WHAT YOU HAVE TO DO:
Report every line of the records that contains the word "rows".

*** DATA EXTRACTS Section Begins ***

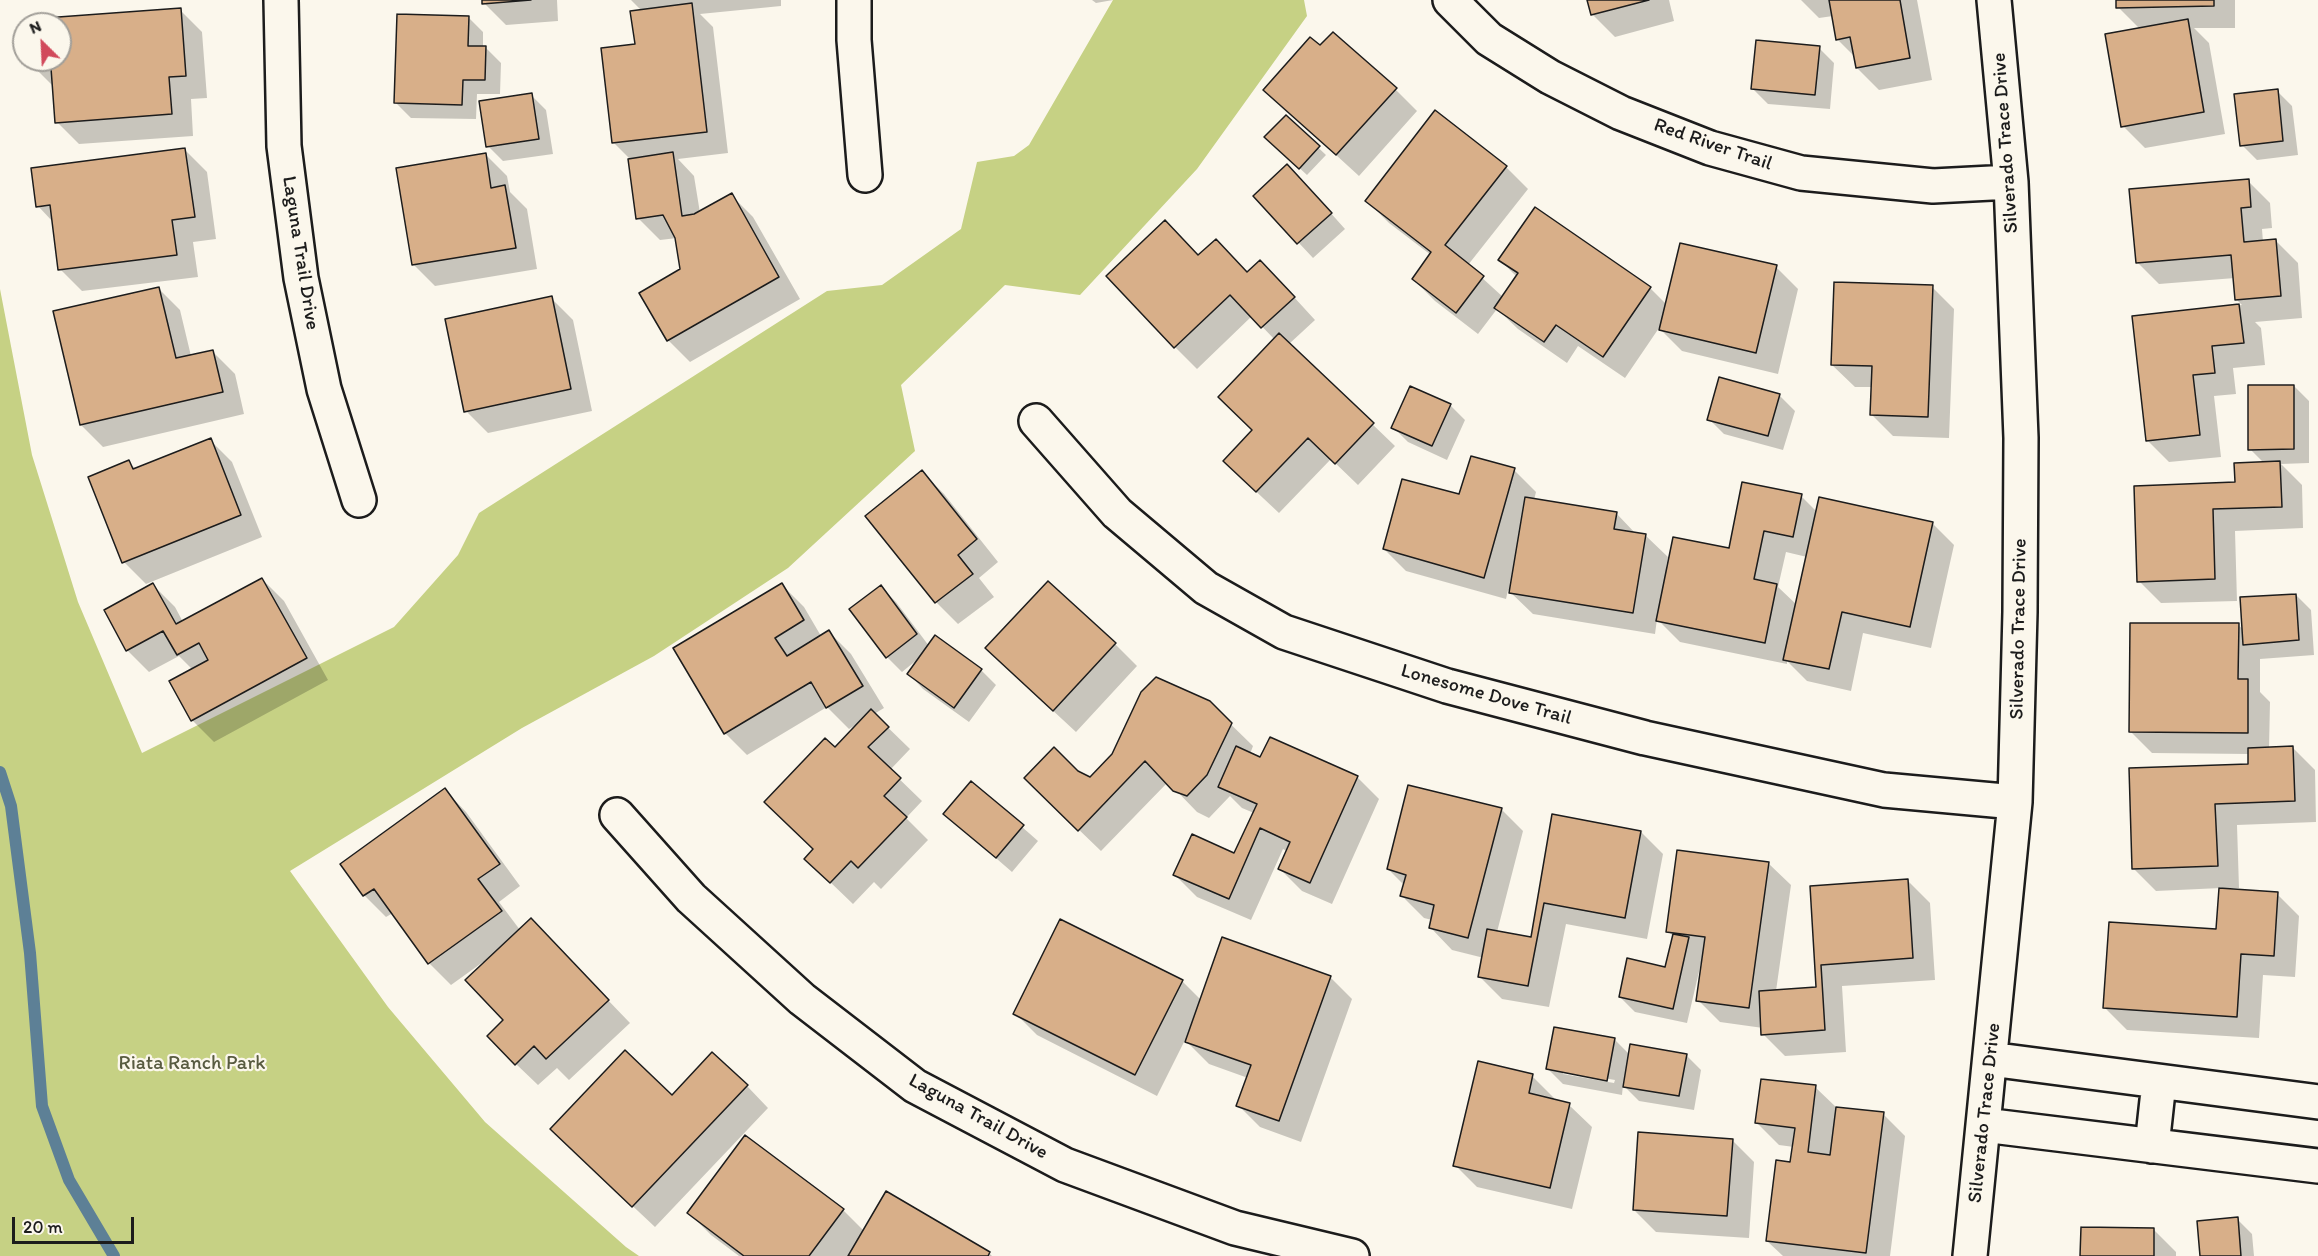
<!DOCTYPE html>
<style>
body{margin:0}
#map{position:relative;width:2318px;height:1256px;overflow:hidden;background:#fbf7ec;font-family:Itim,sans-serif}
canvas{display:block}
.north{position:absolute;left:12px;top:12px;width:60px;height:60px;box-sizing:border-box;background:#fbf7ec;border:2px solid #a29f99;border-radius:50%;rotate:336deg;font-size:16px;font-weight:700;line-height:24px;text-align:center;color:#1c1c1c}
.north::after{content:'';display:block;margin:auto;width:21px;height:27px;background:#d1495b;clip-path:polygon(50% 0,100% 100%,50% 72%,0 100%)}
.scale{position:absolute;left:12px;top:1217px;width:122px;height:27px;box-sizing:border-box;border:3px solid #1c1c1c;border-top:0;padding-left:8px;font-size:18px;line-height:21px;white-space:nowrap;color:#1c1c1c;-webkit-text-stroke:4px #fbf7ec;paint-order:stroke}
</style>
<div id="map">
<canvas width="2318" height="1256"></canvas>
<div class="north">N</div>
<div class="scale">20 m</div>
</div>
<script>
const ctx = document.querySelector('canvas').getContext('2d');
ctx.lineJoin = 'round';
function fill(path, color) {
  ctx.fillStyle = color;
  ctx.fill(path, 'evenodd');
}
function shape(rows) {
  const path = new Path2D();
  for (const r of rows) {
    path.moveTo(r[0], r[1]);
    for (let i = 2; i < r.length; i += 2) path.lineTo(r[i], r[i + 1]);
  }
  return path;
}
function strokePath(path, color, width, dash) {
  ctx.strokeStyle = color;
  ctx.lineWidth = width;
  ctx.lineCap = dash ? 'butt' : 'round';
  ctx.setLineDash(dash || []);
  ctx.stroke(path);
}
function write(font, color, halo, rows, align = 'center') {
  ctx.font = font + ' Itim,sans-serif';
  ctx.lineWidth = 4.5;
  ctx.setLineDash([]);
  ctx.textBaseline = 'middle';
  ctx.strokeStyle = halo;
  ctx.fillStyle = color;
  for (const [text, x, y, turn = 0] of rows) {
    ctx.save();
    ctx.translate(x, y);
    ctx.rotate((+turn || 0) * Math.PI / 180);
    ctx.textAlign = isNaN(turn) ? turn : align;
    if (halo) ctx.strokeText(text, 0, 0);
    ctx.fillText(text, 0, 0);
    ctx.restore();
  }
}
const green = shape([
 [1113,0,1304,0,1307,16,1197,169,1080,295,1005,285,901,385,915,451,788,568,654,656,522,728,290,871,388,1007,485,1122,626,1247,639,1256,0,1256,0,289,32,455,78,602,142,753,394,627,458,555,479,513,827,291,882,285,961,229,977,162,1014,156,1029,145]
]);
const shadow = shape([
 [484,0,557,0,558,21,506,25,484,3],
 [631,0,781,0,781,6,700,14,713,27,728,153,678,159,694,176,700,213,731,195,753,217,800,299,690,362,668,340,641,293,682,270,677,238,660,240,638,218,631,160,614,143,642,11],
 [1092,0,1113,0,1096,3],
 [1589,0,1669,0,1674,21,1615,37,1593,15],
 [1801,0,1917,0,1932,80,1879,90,1857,68,1855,57,1837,39,1833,16,1819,18],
 [2118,0,2235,0,2235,28,2194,28,2209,43,2225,134,2145,148,2123,126,2140,29,2118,7],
 [180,10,202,32,207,98,191,99,193,136,79,144,57,122,54,87,36,69,35,60,60,60,60,24,32,24],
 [468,17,483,32,483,48,486,48,501,63,500,94,477,94,476,119,411,118,396,103],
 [1321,47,1395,89,1417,111,1359,176,1265,90],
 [1819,48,1834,63,1830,109,1768,104,1753,89],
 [2277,91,2292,106,2298,155,2257,160,2242,145],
 [531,95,546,110,553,154,503,161,488,146],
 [1286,117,1326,155,1307,175,1266,137],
 [185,150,207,172,216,239,193,242,198,277,82,291,60,269,53,222,38,206],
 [485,154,507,176,510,192,527,209,537,269,435,286,413,264],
 [1506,167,1528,189,1468,265,1503,297,1517,277,1500,260,1650,288,1666,304,1776,267,1798,289,1778,374,1682,351,1659,328,1625,378,1578,346,1567,363,1518,329,1497,309,1478,334,1435,301,1413,279,1431,255,1389,223,1367,201],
 [1302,181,1345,229,1313,258,1255,196],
 [2248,181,2270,203,2272,228,2262,229,2263,242,2276,241,2298,263,2302,318,2255,322,2261,328,2265,365,2233,368,2236,394,2214,396,2221,457,2169,462,2147,440,2133,317,2242,305,2236,299,2235,278,2159,284,2137,262],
 [1199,257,1282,284,1315,320,1289,344,1395,446,1358,485,1331,459,1279,513,1247,483,1254,430,1275,340,1252,316,1197,369,1175,347],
 [1932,287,1954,309,1949,438,1893,436,1871,414,1872,387,1855,387,1832,365],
 [158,288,180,310,191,356,213,352,235,374,244,414,103,447,81,425],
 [551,298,573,320,592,411,488,433,466,411],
 [1720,379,1780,396,1795,411,1783,450,1724,434,1709,419],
 [2294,386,2309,401,2309,463,2281,464,2302,485,2303,528,2235,531,2237,601,2161,603,2139,581,2236,484,2264,463,2250,449],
 [1450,405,1465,420,1447,460,1408,442,1393,427],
 [210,440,232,462,262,537,146,584,124,562,128,462,136,469],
 [1514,470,1536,492,1534,500,1616,513,1636,534,1645,535,1668,557,1666,568,1668,568,1730,550,1801,496,1817,512,1932,523,1954,545,1931,648,1863,633,1851,691,1807,681,1787,661,1787,664,1680,642,1657,619,1655,634,1533,614,1508,590,1506,599,1406,571,1384,549,1460,496],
 [1786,552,1807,557,1797,605,1778,587],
 [922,472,944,494,998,562,979,578,994,597,958,624,936,602,867,516],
 [262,579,284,601,328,680,214,742,192,720,193,670,179,656,149,672,127,650,153,585,175,607,183,622],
 [782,585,804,607,821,636,829,632,851,654,884,708,874,714,910,749,890,770,922,801,906,818,928,840,881,889,874,882,853,904,828,880,815,850,835,749,857,724,849,729,827,707,747,755,725,733,675,649],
 [881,587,896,602,929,646,981,670,996,685,969,722,923,689,909,674,918,659,902,672,887,657],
 [2296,595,2311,610,2314,655,2260,659,2260,692,2270,702,2269,749,2293,748,2315,770,2316,822,2237,825,2239,888,2227,888,2227,890,2277,894,2299,916,2295,977,2263,975,2259,1038,2127,1030,2105,1008,2217,930,2221,888,2156,891,2134,869,2250,765,2249,754,2152,753,2130,731,2238,625,2244,630],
 [1115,644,1137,666,1076,732,1009,670],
 [1209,703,1253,746,1250,754,1261,759,1357,777,1379,799,1332,904,1302,891,1280,869,1287,851,1283,849,1251,920,1197,897,1175,875,1235,855,1254,813,1242,808,1230,796,1209,818,1197,812,1168,782,1101,851,1048,800,1078,772,1090,779],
 [972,783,1038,841,1012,872,945,814],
 [445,790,466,812,520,886,499,902,520,930,552,942,630,1023,569,1080,557,1068,538,1085,516,1064,505,1020,483,962,451,985,429,963,393,913,386,917,364,895],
 [1501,809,1523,831,1497,932,1532,939,1553,816,1641,832,1663,854,1647,939,1566,924,1549,1007,1502,999,1480,977,1484,958,1452,950,1430,927,1432,920,1424,918,1402,896,1405,886,1388,869],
 [1768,863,1791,885,1776,991,1818,989,1812,887,1908,881,1930,903,1935,980,1842,986,1846,1052,1785,1056,1763,1034,1763,1028,1720,1022,1698,1000,1703,963,1701,963,1687,1023,1635,1012,1620,997,1666,969,1674,937,1668,931],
 [1330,977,1352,999,1301,1142,1260,1127,1238,1105,1248,1078,1209,1064,1185,1040,1157,1096,1037,1035,1015,1013,1182,981,1202,1001],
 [1614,1039,1630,1055,1686,1055,1701,1070,1694,1110,1639,1101,1623,1085,1622,1095,1563,1084,1548,1069],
 [1563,1071,1615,1080,1614,1083,1563,1074],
 [1532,1076,1554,1098,1554,1101,1569,1105,1592,1127,1572,1209,1477,1187,1455,1165],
 [747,1086,768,1108,655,1227,573,1150,672,1097],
 [1815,1087,1837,1108,1883,1114,1905,1136,1890,1256,1783,1256,1767,1241,1791,1164,1794,1147,1779,1145,1757,1123],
 [1732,1140,1754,1162,1749,1238,1656,1232,1634,1210],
 [843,1210,864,1231,989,1253,992,1256,739,1256,711,1235,689,1213],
 [2237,1219,2252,1234,2254,1256,2202,1256],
 [2154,1230,2176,1252,2176,1256,2081,1256]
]);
const stream = shape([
 [0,772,11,806,30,953,42,1106,69,1180,114,1256]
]);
const building = shape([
 [482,0,531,0,482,4,482,0],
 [1587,0,1649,0,1591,15,1587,0],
 [1829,0,1900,0,1910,58,1856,68,1850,37,1836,40,1829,0],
 [2116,0,2214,0,2214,6,2116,8,2116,0],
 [692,3,707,132,612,143,601,48,635,44,630,11,692,3],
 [181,8,186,76,169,77,172,114,55,123,51,68,34,69,34,60,60,60,60,24,31,24,31,19,181,8],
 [397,14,469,16,468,46,486,46,485,80,463,80,462,105,394,103,397,14],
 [2188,19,2204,112,2121,127,2105,34,2188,19],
 [1333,32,1397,88,1336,155,1263,90,1310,37,1320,45,1333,32],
 [1756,40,1820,46,1815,95,1751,89,1756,40],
 [2278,89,2283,141,2240,146,2234,94,2278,89],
 [532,93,539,139,486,147,479,101,532,93],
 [1435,110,1507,166,1445,245,1484,276,1456,313,1412,279,1431,252,1365,201,1435,110],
 [1286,115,1320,146,1299,169,1264,137,1286,115],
 [185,148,195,217,172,220,177,255,58,270,50,205,36,207,31,168,185,148],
 [673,152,682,216,694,214,732,193,779,277,667,341,639,293,680,269,675,238,663,215,636,219,628,159,673,152],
 [486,153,491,188,505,185,516,248,412,265,396,168,486,153],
 [1287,164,1332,213,1297,244,1253,196,1287,164],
 [2249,179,2251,207,2241,208,2244,242,2276,239,2281,296,2235,300,2231,255,2136,263,2129,189,2249,179],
 [1535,207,1651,287,1603,357,1556,325,1544,342,1494,308,1518,273,1498,260,1535,207],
 [1165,220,1198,255,1216,239,1247,272,1260,260,1295,297,1261,328,1230,295,1174,348,1106,276,1165,220],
 [1680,243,1777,265,1756,353,1659,330,1680,243],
 [1834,282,1933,285,1928,417,1870,415,1872,366,1831,365,1834,282],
 [159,287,176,358,213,350,223,392,80,425,53,311,159,287],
 [552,296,571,389,464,412,445,319,552,296],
 [2239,304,2244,343,2212,346,2215,373,2193,375,2200,435,2146,441,2132,316,2239,304],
 [1279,333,1374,423,1335,464,1308,438,1256,492,1223,461,1252,430,1218,397,1279,333],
 [1719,377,1780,394,1768,436,1707,420,1719,377],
 [2248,385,2294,385,2294,449,2248,450,2248,385],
 [1410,386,1451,404,1432,446,1391,428,1410,386],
 [211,438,241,515,122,563,88,477,129,460,133,469,211,438],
 [1471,456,1515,468,1484,578,1383,549,1402,479,1459,494,1471,456],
 [2280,461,2282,507,2213,509,2215,579,2137,582,2134,486,2235,482,2234,463,2280,461],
 [922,470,977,539,958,555,973,574,935,603,865,516,922,470],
 [1742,482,1802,494,1793,537,1764,531,1754,579,1777,584,1765,643,1656,621,1673,537,1729,548,1742,482],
 [1525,497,1617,512,1614,529,1646,534,1633,613,1509,593,1525,497],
 [1819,497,1933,522,1910,627,1842,612,1829,669,1783,660,1819,497],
 [262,578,307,658,191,721,169,681,208,660,199,643,177,655,163,631,126,651,104,610,153,583,176,624,262,578],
 [1048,581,1116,643,1053,711,985,648,1048,581],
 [782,583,804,620,775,638,787,656,829,630,863,686,826,708,811,682,724,734,673,648,782,583],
 [881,585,917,634,886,658,849,609,881,585],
 [2296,594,2299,640,2243,645,2240,597,2296,594],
 [2130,623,2239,623,2238,679,2248,679,2248,733,2129,732,2130,623],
 [935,635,982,669,954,708,907,674,935,635],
 [1156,677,1210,701,1232,723,1207,775,1187,796,1173,791,1145,761,1078,831,1024,778,1054,747,1078,771,1090,777,1112,754,1141,692,1156,677],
 [871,709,889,727,868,747,901,778,884,796,907,817,858,868,851,861,830,883,804,859,813,849,764,802,825,738,835,747,871,709],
 [1270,737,1358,776,1310,883,1278,869,1290,842,1260,828,1229,899,1173,875,1192,834,1234,853,1257,804,1218,787,1236,746,1260,757,1270,737],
 [2293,746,2295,801,2215,804,2218,866,2132,869,2129,768,2248,764,2248,748,2293,746],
 [971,781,1024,825,996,858,943,814,971,781],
 [1408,785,1502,808,1468,938,1429,928,1434,905,1400,896,1406,875,1387,869,1408,785],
 [445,788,500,864,478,879,502,911,428,964,374,889,363,896,340,864,445,788],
 [1552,814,1641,831,1625,918,1544,903,1528,986,1478,977,1487,929,1531,937,1552,814],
 [1677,850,1769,862,1749,1008,1696,1001,1705,937,1666,932,1677,850],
 [1908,879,1913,958,1821,965,1825,1030,1761,1035,1759,991,1816,987,1810,886,1908,879],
 [2219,888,2278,892,2274,956,2241,954,2237,1017,2103,1008,2109,922,2216,929,2219,888],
 [531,918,609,1000,546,1059,534,1046,515,1065,487,1036,503,1020,465,980,531,918],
 [1060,919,1183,980,1135,1075,1013,1014,1060,919],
 [1673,934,1689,937,1673,1009,1619,997,1627,958,1665,967,1673,934],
 [1222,937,1331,976,1279,1121,1236,1106,1251,1065,1185,1042,1222,937],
 [1554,1027,1615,1038,1607,1081,1546,1069,1554,1027],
 [1630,1044,1687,1054,1679,1096,1623,1087,1630,1044],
 [625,1050,672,1095,712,1052,748,1085,632,1207,550,1129,625,1050],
 [1478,1061,1533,1074,1529,1093,1570,1103,1550,1188,1453,1166,1478,1061],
 [1761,1079,1816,1085,1808,1152,1830,1155,1836,1107,1884,1112,1866,1253,1766,1241,1776,1160,1790,1162,1795,1128,1755,1123,1761,1079],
 [1638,1132,1733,1139,1727,1216,1633,1210,1638,1132],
 [745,1135,844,1209,809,1256,744,1256,687,1213,745,1135],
 [886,1191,990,1252,988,1256,848,1256,886,1191],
 [2238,1217,2241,1256,2200,1256,2197,1221,2238,1217],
 [2081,1227,2154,1228,2154,1256,2080,1256,2081,1227]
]);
const minor = shape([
 [281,0,284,146,301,278,324,389,359,500],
 [854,0,854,40,865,175],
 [1450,0,1489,39,1550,77,1621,113,1710,148,1801,173,1933,186,2011,182],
 [1036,421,1117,513,1206,588,1284,632,1447,686,1645,738,1884,790,2015,802],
 [617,815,691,898,802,999,915,1086,1065,1165,1235,1228,1352,1256],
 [1990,1059,2318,1102],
 [1984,1125,2318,1166],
 [2152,1146,2159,1082],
 [1970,1256,2015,802,2020,612,2021,438,2011,182,1994,0]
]);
const streetNames = [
 ["Silverado Trace Drive",2006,143,-94],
 ["Red River Trail",1713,145,19],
 ["Laguna Trail Drive",300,253,81],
 ["Silverado Trace Drive",2019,629,-89],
 ["Lonesome Dove Trail",1486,695,16],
 ["Silverado Trace Drive",1985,1113,-84],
 ["Laguna Trail Drive",978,1117,29]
];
const parkNames = [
 ["Riata Ranch Park",192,1064]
];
fill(green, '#c6d184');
fill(shadow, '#0003');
strokePath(stream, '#5d8096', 12);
fill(building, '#d8af89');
strokePath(building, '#1c1c1c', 1.5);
strokePath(minor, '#1c1c1c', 38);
strokePath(minor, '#fbf7ec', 33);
write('20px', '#1c1c1c', '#fbf7ec', streetNames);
write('20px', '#585b40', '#fbf7ec', parkNames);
</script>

*** DATA EXTRACTS Section Ends ***

RESULT OF THIS EXERCISE:
function shape(rows) {
  for (const r of rows) {
function write(font, color, halo, rows, align = 'center') {
  for (const [text, x, y, turn = 0] of rows) {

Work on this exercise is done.